Education and training Mohammad explained that medical students were not generally taught about patient access to records – with exceptions. Leicester University had 5 years’ worth of graduates who had been taught about record access by patients. 1350 students had passed through the system to be practising record sharing doctors. Patient Knows Best has software that can be used for teaching record access by patients and is happy to make this free for use by medical schools and students

Ken Masters has considerable experience of teaching students about patient access to records. The subject was gradually introduced during e-patient discussions and students were becoming more used to the practice. One student recently asked “why was this being taught – it is so obvious?” Ken has found students understand better if they are suggested that they could only get information about their course by going into the admin office or in paper posted format.

How did panellists feel about patients granting access to their own records to clinicians? Mohammad felt that we should give patients the tools and rights to do this but not to burden patients with the responsibility if they did not want it or could not undertake it. For emergencies when patients are too unwell to grant access there has to be an alternative access system even for patients who wish to grant access rights.

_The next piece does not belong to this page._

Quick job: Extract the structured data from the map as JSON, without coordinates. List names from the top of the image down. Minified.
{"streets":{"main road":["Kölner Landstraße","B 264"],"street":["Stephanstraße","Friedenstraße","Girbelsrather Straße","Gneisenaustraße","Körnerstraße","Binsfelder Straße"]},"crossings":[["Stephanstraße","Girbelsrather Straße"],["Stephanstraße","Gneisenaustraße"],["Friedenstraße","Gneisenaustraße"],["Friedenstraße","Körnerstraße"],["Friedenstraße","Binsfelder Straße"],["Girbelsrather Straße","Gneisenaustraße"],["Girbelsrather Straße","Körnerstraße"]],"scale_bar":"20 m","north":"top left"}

Patients seeing the audit trails of access to their records. All panellists seemed to be happy with this suggestion and it was confirmed that this facility already exists in many health records. Mohammad had met patients in Washington who wanted to see access audit trails to check that some one had looked at their record when they should.

Final Thoughts!

Wajid said “we need to make progress. Push through the obstacles – a social movement.” Angela said that ”we should sell the idea to patients”. A check of an NHS survey had showed that only 7% of patients had accessed their records. “No-one was explaining or encouraging record access to patients”. Mohammad stated that although 90% of GP record systems had the facility for patient access only a minority of patients have been told about it.

Ken made the final comment. He had looked at some footage of outdate practices from the 1950’s and wondered how they had managed then. He had reflected that “if people could look back at this webinar conversation in 50 years’ time, they would wonder how it was that we clinicians and patients were still only talking about patient access to their own records.”